Top of ENTRIES PROVIDED
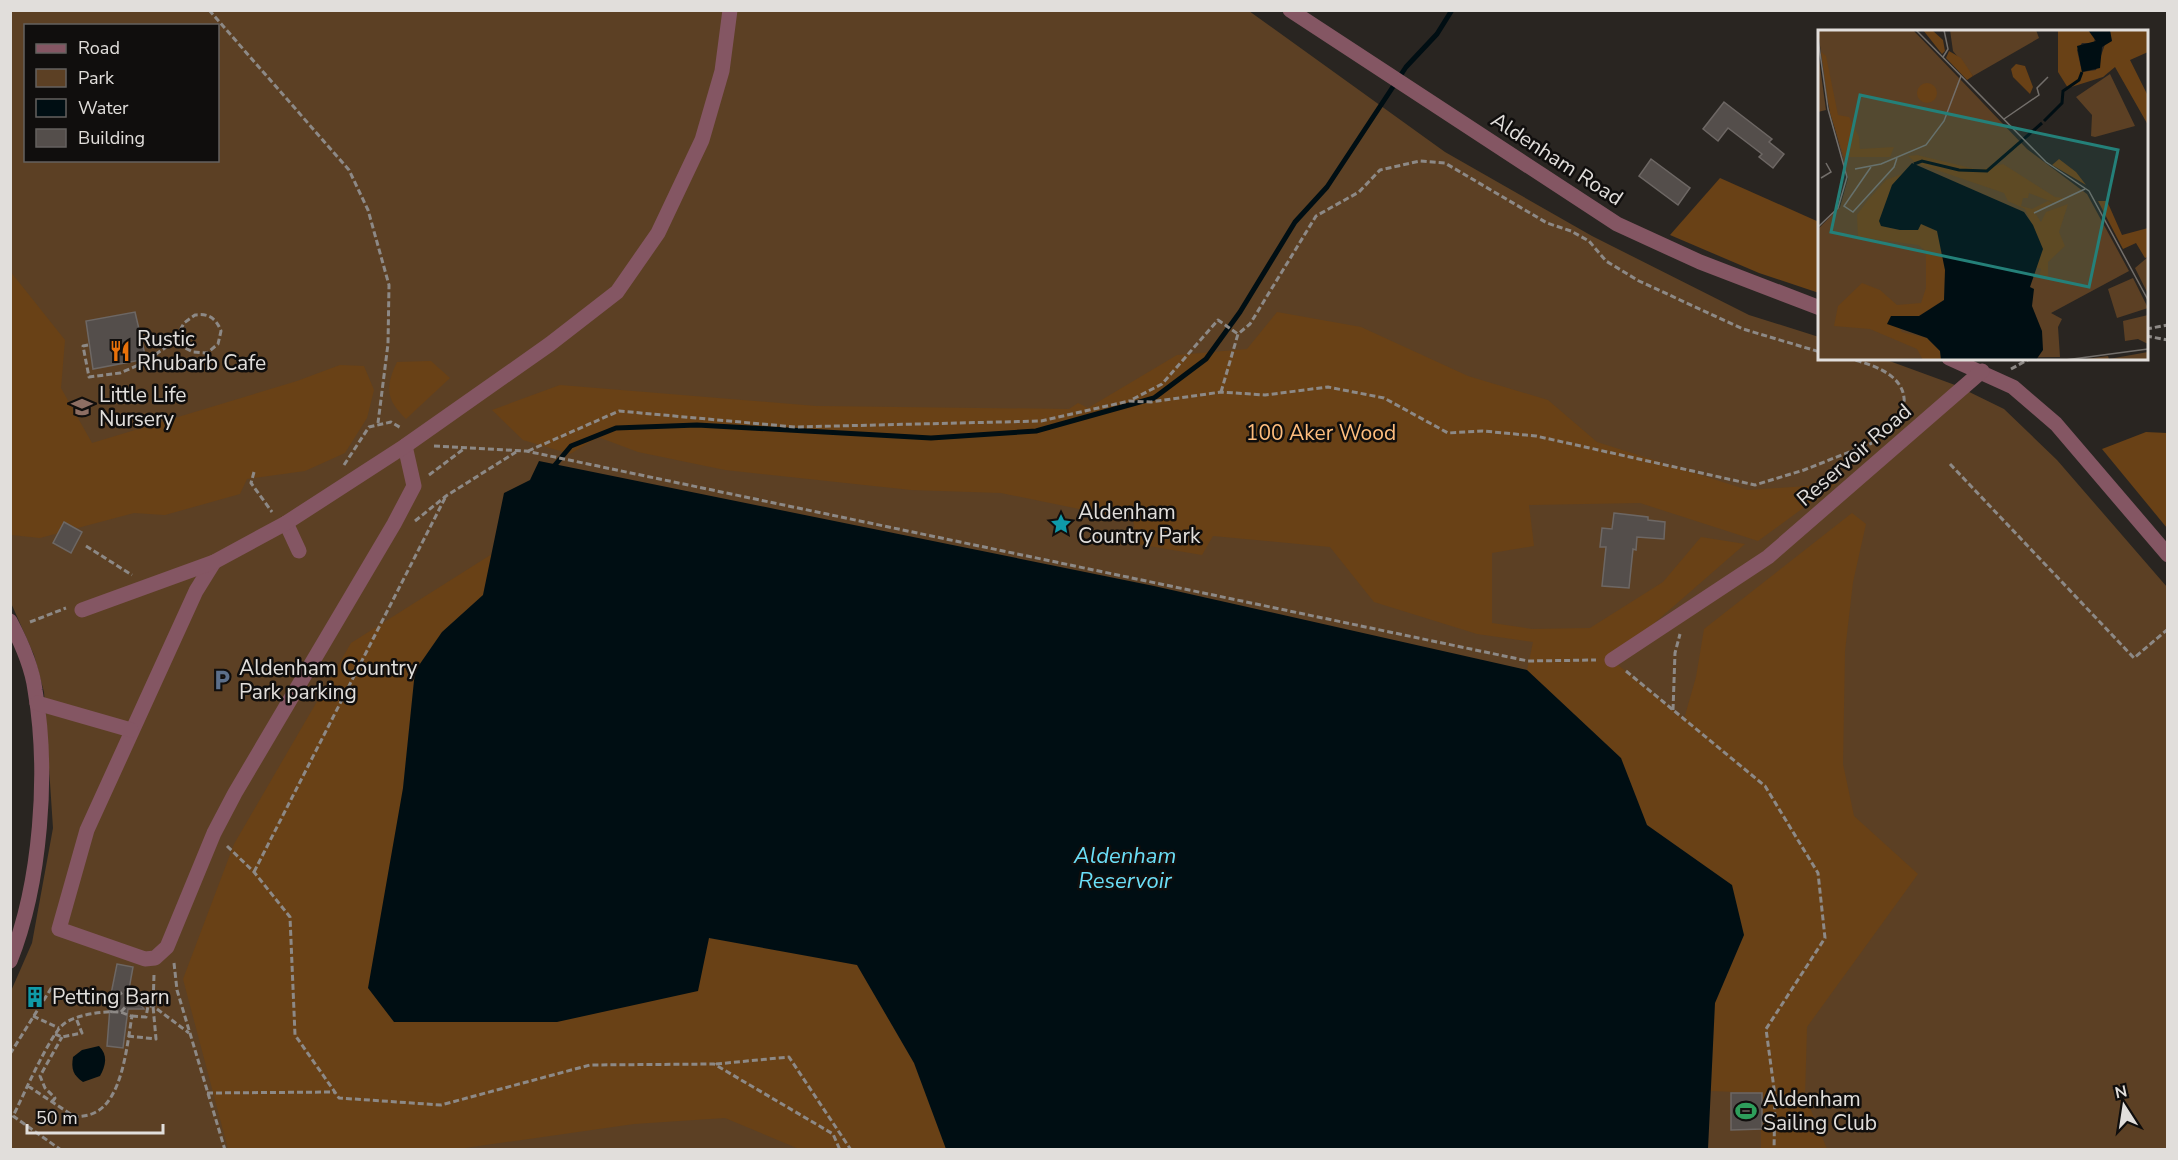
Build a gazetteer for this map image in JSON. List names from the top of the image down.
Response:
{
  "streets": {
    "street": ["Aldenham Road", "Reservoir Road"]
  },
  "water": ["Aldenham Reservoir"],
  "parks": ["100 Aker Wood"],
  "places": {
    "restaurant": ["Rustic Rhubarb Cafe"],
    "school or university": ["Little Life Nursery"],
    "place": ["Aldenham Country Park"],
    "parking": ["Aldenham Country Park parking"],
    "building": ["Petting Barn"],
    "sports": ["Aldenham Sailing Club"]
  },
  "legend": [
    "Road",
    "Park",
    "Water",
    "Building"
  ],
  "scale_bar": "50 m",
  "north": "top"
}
Bottom of ENTRIES PROVIDED
BRIEF |
Repeat each record verbatim, pictures excluded.

OUTPUT BELOW |
Build a gazetteer for this map image in JSON. List names from the top of the image down.
Response:
{
  "streets": {
    "street": ["Aldenham Road", "Reservoir Road"]
  },
  "water": ["Aldenham Reservoir"],
  "parks": ["100 Aker Wood"],
  "places": {
    "restaurant": ["Rustic Rhubarb Cafe"],
    "school or university": ["Little Life Nursery"],
    "place": ["Aldenham Country Park"],
    "parking": ["Aldenham Country Park parking"],
    "building": ["Petting Barn"],
    "sports": ["Aldenham Sailing Club"]
  },
  "legend": [
    "Road",
    "Park",
    "Water",
    "Building"
  ],
  "scale_bar": "50 m",
  "north": "top"
}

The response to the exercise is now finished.